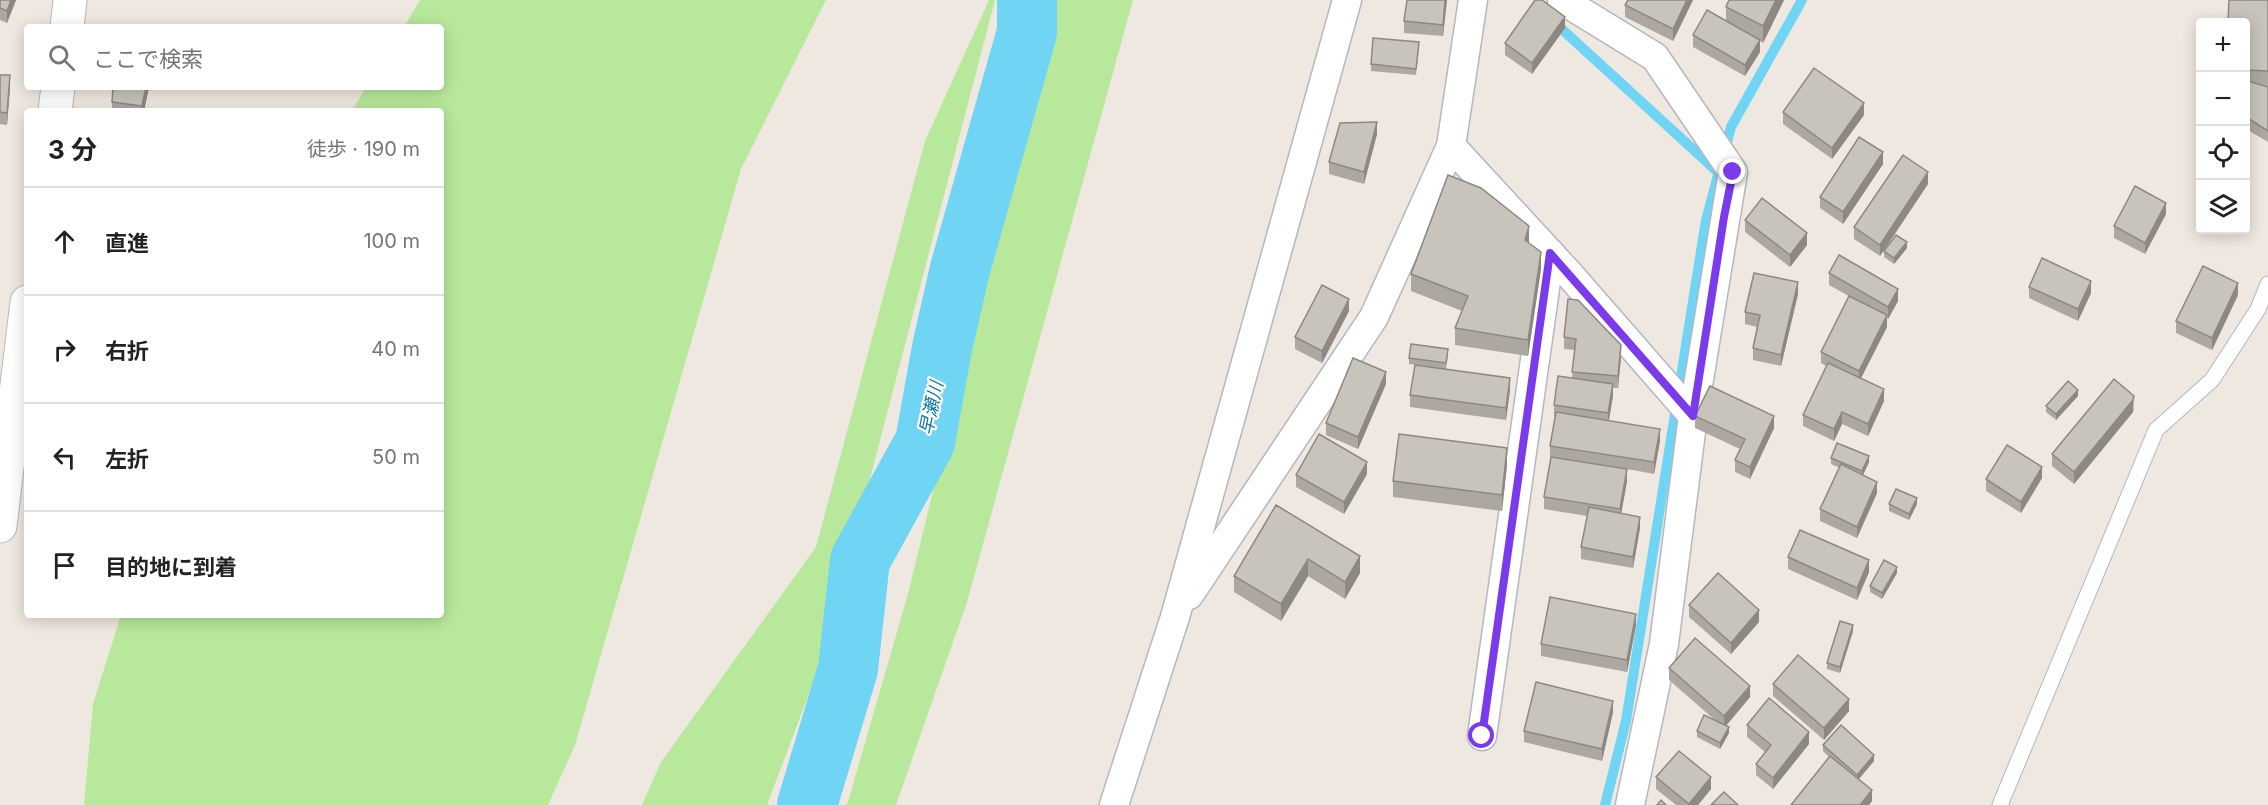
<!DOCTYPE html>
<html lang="ja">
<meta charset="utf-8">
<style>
:root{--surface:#fff;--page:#f2f2f2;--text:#222;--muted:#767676;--line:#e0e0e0}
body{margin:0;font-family:Inter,"Noto Sans JP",sans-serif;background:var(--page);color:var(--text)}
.controls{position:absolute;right:18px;top:18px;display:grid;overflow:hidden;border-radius:6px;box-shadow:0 3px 15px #0003}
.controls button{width:54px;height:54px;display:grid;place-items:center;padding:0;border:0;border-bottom:2px solid var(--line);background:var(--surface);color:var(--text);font:30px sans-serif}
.stop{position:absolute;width:18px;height:18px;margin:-14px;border:4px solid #7c3aed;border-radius:50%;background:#fff}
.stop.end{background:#7c3aed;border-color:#fff;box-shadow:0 2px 6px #0008}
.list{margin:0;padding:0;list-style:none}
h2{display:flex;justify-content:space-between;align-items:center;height:78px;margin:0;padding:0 24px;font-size:26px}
h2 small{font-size:20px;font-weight:400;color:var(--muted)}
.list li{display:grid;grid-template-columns:39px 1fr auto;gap:18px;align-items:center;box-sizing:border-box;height:108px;padding:0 24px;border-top:2px solid var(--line)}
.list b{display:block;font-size:22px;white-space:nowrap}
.list em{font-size:20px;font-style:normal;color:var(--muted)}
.icon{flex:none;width:33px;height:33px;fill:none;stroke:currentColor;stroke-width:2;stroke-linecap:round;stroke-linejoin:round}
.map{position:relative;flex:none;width:2268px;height:805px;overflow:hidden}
.search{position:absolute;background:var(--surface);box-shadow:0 3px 15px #0003;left:24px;top:24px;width:420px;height:66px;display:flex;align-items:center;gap:15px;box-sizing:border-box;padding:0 21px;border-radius:6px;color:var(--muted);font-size:22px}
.panel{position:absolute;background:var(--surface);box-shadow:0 3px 15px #0003;left:24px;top:108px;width:420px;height:510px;border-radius:6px}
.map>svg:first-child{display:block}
.green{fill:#b7e89b}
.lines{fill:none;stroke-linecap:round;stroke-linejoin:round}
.stream{stroke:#70d4f5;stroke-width:10}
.river{stroke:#70d4f5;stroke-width:60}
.service-casing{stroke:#b4b7c1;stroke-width:17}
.minor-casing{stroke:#b4b7c1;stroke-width:31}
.tertiary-casing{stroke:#b4b7c1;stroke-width:35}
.service{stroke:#fff;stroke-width:15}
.minor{stroke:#fff;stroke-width:28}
.tertiary{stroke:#fff;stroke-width:33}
.wall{fill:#aca8a1}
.shaded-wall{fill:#8c8883}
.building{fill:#c8c3bb;stroke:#8c8883;stroke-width:1.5}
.route{stroke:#7c3aed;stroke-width:8}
.labels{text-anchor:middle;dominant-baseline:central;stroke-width:4.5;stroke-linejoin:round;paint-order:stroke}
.water-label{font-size:18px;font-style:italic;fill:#0774a8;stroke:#fff}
</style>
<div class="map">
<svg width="2268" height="805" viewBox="0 0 2268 805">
<rect width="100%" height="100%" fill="#efe8e0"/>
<g class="green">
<polygon points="420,0 826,0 741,169 575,745 548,805 84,805 93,704 121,615 441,615 441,111 352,111 366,87 441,87 441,27 404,27"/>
<polygon points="989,0 995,0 825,651 767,805 642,805 661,762 816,547 925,141"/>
<polygon points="1040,0 1133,0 967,602 896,805 847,805 908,594 971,335 1036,31"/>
</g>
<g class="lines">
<g class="stream">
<polyline points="1554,22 1719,173"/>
<polyline points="1605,805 1626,721 1706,220 1731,127 1802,0"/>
</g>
<polyline class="river" points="807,805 848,669 860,560 925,442 942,348 960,269 1027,32 1027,0"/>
<defs>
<polyline id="service" points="2000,805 2156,430 2212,380 2258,309 2268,284"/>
<g id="minor">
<polyline points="1562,0 1655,57 1733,172 1693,416 1664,644 1630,805"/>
<polyline points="1451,146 1569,274 1693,416"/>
<polyline points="1189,595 1374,317 1451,146 1473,0"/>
<polyline points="1482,736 1550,253"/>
<polyline points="1114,805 1175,617 1347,0"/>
</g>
<g id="tertiary">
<polyline points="67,27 70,0"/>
<polyline points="55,111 58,87"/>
<polyline points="0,526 27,302"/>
</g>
</defs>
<use href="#service" class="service-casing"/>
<use href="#minor" class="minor-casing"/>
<use href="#tertiary" class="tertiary-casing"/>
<use href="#service" class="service"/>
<use href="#minor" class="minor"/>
<use href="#tertiary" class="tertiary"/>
</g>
<g class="wall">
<polygon points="0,0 16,0 7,23 0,20"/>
<polygon points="1407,0 1447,0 1443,36 1404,33 1404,21"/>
<polygon points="1693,0 1673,41 1625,17 1625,5"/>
<polygon points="1784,0 1763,43 1760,41 1760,52 1745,76 1693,47 1693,35 1726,21 1726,7"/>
<polygon points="2268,0 2268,142 2246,129 2246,22"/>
<polygon points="1565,28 1532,74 1505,55 1505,43"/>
<polygon points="1419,48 1416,75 1371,71 1371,64"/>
<polygon points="0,75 10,87 7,125 0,124"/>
<polygon points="149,87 144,111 112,111 112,102"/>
<polygon points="1783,112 1864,115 1832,159 1783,124"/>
<polygon points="1377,134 1364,184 1329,174 1329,162"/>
<polygon points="1883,164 1843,224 1820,208 1820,197"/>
<polygon points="1928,184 1880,256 1854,239 1854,227"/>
<polygon points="2166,214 2145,254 2114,238 2114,226"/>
<polygon points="1745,220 1807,245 1790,267 1745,232"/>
<polygon points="1529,243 1541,269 1528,356 1455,345 1455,328 1462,311 1411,291 1411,274"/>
<polygon points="1907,248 1894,264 1884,257 1884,251"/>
<polygon points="1829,273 1898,301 1888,319 1887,318 1887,327 1861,378 1884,401 1868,436 1842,424 1834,441 1803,426 1803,415 1826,366 1821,363 1821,352 1854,299 1829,285"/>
<polygon points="2029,287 2091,293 2078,321 2029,298"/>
<polygon points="1798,294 1781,366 1753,360 1753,348 1757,327 1745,324 1745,312"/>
<polygon points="2238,295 2212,350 2176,333 2176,321"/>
<polygon points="1568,299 1621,357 1618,388 1613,388 1613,396 1609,421 1660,441 1654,474 1627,469 1627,481 1621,513 1640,528 1633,568 1581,559 1581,547 1587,516 1544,509 1544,497 1551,458 1550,458 1550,446 1555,417 1554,416 1554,405 1572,378 1575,350 1564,349 1564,337"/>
<polygon points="1349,311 1322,363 1295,349 1295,337"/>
<polygon points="1448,355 1446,369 1409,364 1409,358"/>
<polygon points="1386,384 1358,449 1326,435 1326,423"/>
<polygon points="1510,390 1506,420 1410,407 1410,395"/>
<polygon points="2078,396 2056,420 2046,412 2046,406"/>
<polygon points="2134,408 2133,412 2074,484 2052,466 2052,454"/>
<polygon points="1695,416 1774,428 1750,479 1735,472 1735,460 1740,449 1695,428"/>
<polygon points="1831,458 1869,462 1863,475 1877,493 1857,538 1820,521 1820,509 1840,468 1831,464"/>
<polygon points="1507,465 1502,511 1393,497 1393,481"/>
<polygon points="1367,474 1344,514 1296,487 1296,475"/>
<polygon points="2042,478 2021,513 1986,491 1986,479"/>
<polygon points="1889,504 1917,504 1909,520 1889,511"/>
<polygon points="1276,505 1360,573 1345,599 1308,576 1281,621 1234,592 1234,576"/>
<polygon points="1788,557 1869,572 1857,600 1788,569"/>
<polygon points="1897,573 1882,599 1870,592 1870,586"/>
<polygon points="1689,605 1759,622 1731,654 1689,617"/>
<polygon points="1636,625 1627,672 1541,656 1541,644"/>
<polygon points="1853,631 1840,673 1827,669 1827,663"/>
<polygon points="1669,668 1750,697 1726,726 1729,733 1720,749 1697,737 1697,731 1716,721 1669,680"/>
<polygon points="1773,684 1849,711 1824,740 1773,696"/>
<polygon points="1613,712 1602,761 1524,742 1524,731"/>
<polygon points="1747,725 1809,744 1773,789 1756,775 1756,764 1765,752 1747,737"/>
<polygon points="1823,745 1874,761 1859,779 1872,801 1869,805 1791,805 1829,757 1823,751"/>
<polygon points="1656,777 1711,789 1698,805 1676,805 1656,789"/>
</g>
<g class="shaded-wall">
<polygon points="11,0 16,0 7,23 7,11"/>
<polygon points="1445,0 1447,0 1443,36 1443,25"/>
<polygon points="1687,0 1693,0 1673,41 1673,29"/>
<polygon points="1776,0 1784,0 1763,43 1763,26"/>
<polygon points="1565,17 1565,28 1532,74 1532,63"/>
<polygon points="1760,40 1760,52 1745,76 1745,65"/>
<polygon points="10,75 10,87 7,125 7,113"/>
<polygon points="146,87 149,87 144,111 142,111 142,106"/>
<polygon points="1864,103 1864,115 1832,159 1832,148"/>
<polygon points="1377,122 1377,134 1364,184 1364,172"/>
<polygon points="1883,152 1883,164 1843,224 1843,212"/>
<polygon points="1928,172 1928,184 1880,256 1880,245"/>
<polygon points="2166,203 2166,214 2145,254 2145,243"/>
<polygon points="1529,226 1529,243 1525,240"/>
<polygon points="1807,233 1807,245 1790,267 1790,255"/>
<polygon points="1907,242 1907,248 1894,264 1894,258"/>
<polygon points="1541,252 1541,269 1528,356 1528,340"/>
<polygon points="2091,281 2091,293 2078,321 2078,309"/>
<polygon points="1798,282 1798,294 1781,366 1781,355"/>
<polygon points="2238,283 2238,295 2212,350 2212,338"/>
<polygon points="1898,289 1898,301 1888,319 1888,307"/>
<polygon points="1349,299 1349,311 1322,363 1322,351"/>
<polygon points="1887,315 1887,327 1859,382 1859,371"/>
<polygon points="1621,345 1621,357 1618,388 1618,376"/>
<polygon points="1386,372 1386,384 1358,449 1358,437"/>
<polygon points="1510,378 1510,390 1506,420 1506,408"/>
<polygon points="1613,384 1613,396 1608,424 1608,413"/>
<polygon points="1884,389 1884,401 1868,436 1868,424"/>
<polygon points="2078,390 2078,396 2056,420 2056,414"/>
<polygon points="2134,396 2133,412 2074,484 2074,472"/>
<polygon points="1842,412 1842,424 1834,441 1834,429"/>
<polygon points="1774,416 1774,428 1750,479 1750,467"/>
<polygon points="1660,429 1660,441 1654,474 1654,462"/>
<polygon points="1507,448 1507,465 1502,511 1502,495"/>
<polygon points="1869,456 1869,462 1862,477 1862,471"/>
<polygon points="1367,462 1367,474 1344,514 1344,502"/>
<polygon points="2042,467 2042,478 2021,513 2021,502"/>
<polygon points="1627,469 1627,481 1620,521 1620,509"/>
<polygon points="1877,482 1877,493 1857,538 1857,527"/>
<polygon points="1917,498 1917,504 1909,520 1909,514"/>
<polygon points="1640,517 1640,528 1633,568 1633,557"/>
<polygon points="1360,556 1360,573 1345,599 1345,582"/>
<polygon points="1308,559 1308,576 1281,621 1281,604"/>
<polygon points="1869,560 1869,572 1857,600 1857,588"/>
<polygon points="1897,567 1897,573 1882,599 1882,593"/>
<polygon points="1759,610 1759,622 1731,654 1731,643"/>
<polygon points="1636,614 1636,625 1627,672 1627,660"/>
<polygon points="1853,625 1853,631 1840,673 1840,667"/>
<polygon points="1750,686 1750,697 1724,728 1724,716"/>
<polygon points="1849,699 1849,711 1824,740 1824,728"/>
<polygon points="1613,701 1613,712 1602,761 1602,749"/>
<polygon points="1729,727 1729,733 1720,749 1720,743"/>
<polygon points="1809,732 1809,744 1773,789 1773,778"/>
<polygon points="1874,755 1874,761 1857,781 1857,775"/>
<polygon points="1711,777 1711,789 1698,805 1689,805"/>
<polygon points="1872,790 1872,801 1869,805 1860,805"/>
</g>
<g class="building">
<polygon points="0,0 11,0 7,11 0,8"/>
<polygon points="1407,0 1445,0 1443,25 1404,21"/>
<polygon points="1535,0 1542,0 1565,17 1532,63 1505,43"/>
<polygon points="1628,0 1687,0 1673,29 1625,5"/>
<polygon points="1729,0 1776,0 1763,26 1726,7"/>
<polygon points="2229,0 2268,0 2268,71 2246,70 2246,22 2228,22"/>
<polygon points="1707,10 1760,40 1745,65 1693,35"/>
<polygon points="1373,38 1419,42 1416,69 1371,64"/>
<polygon points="1814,68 1864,103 1832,148 1783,112"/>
<polygon points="0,75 10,75 7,113 0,112"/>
<polygon points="2248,81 2268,87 2268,131 2246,117 2246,86"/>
<polygon points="113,87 146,87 142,106 112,102"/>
<polygon points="1377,122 1364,172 1329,162 1340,123"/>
<polygon points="1859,137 1883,152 1843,212 1820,197"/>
<polygon points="1903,155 1928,172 1880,245 1854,227"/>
<polygon points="1448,175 1481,188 1529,226 1525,240 1541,252 1528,340 1455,328 1468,296 1411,274"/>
<polygon points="2135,186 2166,203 2145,243 2114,226"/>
<polygon points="1762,198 1807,233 1790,255 1745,220"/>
<polygon points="1896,235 1907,242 1894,258 1884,251"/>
<polygon points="1839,255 1898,289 1888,307 1829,273"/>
<polygon points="2042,258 2091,281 2078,309 2029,287"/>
<polygon points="2203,266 2238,283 2212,338 2176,321"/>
<polygon points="1754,273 1798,282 1781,355 1753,348 1760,315 1745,312"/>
<polygon points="1322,285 1349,299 1322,351 1295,337"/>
<polygon points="1849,296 1887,315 1859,371 1821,352"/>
<polygon points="1568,299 1578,300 1621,345 1618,376 1572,372 1576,339 1564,337"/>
<polygon points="1411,344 1448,349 1446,363 1409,358"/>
<polygon points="1353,358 1386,372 1358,437 1326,423"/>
<polygon points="1828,363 1884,389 1868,424 1842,412 1834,429 1803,415"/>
<polygon points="1415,365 1510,378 1506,408 1410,395"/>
<polygon points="1558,376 1613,384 1608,413 1554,405"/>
<polygon points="2114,379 2134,396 2133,400 2074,472 2052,454"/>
<polygon points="2068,381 2078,390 2056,414 2046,406"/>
<polygon points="1710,386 1774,416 1750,467 1735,460 1745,439 1695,416"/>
<polygon points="1556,412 1660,429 1654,462 1550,446"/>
<polygon points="1319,434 1367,462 1344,502 1296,475"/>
<polygon points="1399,434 1507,448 1502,495 1393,481"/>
<polygon points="1837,443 1869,456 1862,471 1831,458"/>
<polygon points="2007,445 2042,467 2021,502 1986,479"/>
<polygon points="1551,457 1627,469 1620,509 1544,497"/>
<polygon points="1841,464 1877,482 1857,527 1820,509"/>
<polygon points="1896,489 1917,498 1909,514 1889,504"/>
<polygon points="1276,505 1360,556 1345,582 1308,559 1281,604 1234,576"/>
<polygon points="1589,507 1640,517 1633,557 1581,547"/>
<polygon points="1800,530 1869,560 1857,588 1788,557"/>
<polygon points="1884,560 1897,567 1882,593 1870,586"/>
<polygon points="1718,573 1759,610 1731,643 1689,605"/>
<polygon points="1550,597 1636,614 1627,660 1541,644"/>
<polygon points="1840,621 1853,625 1840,667 1827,663"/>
<polygon points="1695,638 1750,686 1724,716 1669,668"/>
<polygon points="1798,655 1849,699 1824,728 1773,684"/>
<polygon points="1536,682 1613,701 1602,749 1524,731"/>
<polygon points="1769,698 1809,732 1773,778 1756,764 1771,745 1747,725"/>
<polygon points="1704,715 1729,727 1720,743 1697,731"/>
<polygon points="1841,725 1874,755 1857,775 1823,745"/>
<polygon points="1679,751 1711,777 1689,804 1656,777"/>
<polygon points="1830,756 1872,790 1860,805 1791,805"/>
<polygon points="1724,792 1738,805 1711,805"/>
<polygon points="1661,800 1666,805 1657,805"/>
</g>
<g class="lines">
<polyline class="route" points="1482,736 1550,253 1693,416 1724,217 1733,172"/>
</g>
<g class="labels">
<g class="water-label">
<text transform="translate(931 408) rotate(-78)">早瀬川</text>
</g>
</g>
</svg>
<div class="controls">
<button>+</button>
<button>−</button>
<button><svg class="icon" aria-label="locate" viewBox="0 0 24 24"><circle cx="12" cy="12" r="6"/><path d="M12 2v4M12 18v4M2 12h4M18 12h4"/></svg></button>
<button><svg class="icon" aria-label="layers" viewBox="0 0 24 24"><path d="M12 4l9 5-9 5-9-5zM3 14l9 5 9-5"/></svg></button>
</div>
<div class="stop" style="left:1482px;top:736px"></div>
<div class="stop end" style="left:1733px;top:172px"></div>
<div class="search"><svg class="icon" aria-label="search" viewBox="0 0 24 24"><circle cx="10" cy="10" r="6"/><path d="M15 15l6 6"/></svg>ここで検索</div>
<section class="panel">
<h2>3 分<small>徒歩 · 190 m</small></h2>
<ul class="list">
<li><svg class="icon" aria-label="ahead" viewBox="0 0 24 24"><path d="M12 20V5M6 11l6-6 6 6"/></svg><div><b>直進</b></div><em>100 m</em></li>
<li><svg class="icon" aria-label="right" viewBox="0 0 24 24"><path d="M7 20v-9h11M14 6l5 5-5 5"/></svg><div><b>右折</b></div><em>40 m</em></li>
<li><svg class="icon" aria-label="left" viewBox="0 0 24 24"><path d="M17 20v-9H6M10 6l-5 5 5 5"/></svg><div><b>左折</b></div><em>50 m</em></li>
<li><svg class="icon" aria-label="arrive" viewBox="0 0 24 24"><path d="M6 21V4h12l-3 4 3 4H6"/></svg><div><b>目的地に到着</b></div></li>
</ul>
</section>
</div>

- - - -

■ **PROBLEM STATEMENT**
Every line above that holds the word "list" needs to be copied.

■ **THE ANSWER**
.list{margin:0;padding:0;list-style:none}
.list li{display:grid;grid-template-columns:39px 1fr auto;gap:18px;align-items:center;box-sizing:border-box;height:108px;padding:0 24px;border-top:2px solid var(--line)}
.list b{display:block;font-size:22px;white-space:nowrap}
.list em{font-size:20px;font-style:normal;color:var(--muted)}
<ul class="list">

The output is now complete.